__TASK ITEM__
Reproduce only the lines that run from the line containing "Read this map" to the end of the entries below, exactly as they stand.
Start of AVAILABLE DATA
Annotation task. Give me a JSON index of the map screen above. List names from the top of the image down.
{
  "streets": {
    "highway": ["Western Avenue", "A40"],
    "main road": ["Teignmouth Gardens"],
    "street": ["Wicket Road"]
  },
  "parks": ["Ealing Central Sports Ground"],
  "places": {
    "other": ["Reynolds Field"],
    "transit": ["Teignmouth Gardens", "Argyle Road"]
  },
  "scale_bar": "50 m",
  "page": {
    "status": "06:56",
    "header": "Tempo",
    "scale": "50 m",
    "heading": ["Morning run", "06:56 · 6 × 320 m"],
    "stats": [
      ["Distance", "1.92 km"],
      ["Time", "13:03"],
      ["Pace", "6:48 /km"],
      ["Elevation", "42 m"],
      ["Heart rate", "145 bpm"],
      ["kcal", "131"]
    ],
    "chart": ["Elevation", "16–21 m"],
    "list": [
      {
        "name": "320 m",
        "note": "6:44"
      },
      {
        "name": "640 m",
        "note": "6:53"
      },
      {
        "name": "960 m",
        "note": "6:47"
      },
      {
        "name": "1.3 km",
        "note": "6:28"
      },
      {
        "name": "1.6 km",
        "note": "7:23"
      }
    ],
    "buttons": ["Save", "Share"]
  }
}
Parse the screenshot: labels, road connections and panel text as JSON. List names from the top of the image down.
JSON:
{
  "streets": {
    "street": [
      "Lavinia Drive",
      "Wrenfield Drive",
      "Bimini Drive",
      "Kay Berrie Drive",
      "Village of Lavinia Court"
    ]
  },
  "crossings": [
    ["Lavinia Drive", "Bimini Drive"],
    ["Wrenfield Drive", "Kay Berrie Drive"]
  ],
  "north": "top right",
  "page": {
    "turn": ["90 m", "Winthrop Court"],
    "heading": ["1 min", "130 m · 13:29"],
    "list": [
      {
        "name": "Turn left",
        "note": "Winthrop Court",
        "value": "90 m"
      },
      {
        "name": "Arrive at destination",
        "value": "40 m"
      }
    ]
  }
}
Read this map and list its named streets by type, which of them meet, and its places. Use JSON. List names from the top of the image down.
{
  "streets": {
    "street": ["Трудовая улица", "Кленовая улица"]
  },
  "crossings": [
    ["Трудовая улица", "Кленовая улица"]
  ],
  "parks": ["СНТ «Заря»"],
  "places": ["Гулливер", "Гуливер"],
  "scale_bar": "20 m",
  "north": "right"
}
End of AVAILABLE DATA
__ANSWER TO THIS TASK__
Read this map and list its named streets by type, which of them meet, and its places. Use JSON. List names from the top of the image down.
{
  "streets": {
    "street": ["Трудовая улица", "Кленовая улица"]
  },
  "crossings": [
    ["Трудовая улица", "Кленовая улица"]
  ],
  "parks": ["СНТ «Заря»"],
  "places": ["Гулливер", "Гуливер"],
  "scale_bar": "20 m",
  "north": "right"
}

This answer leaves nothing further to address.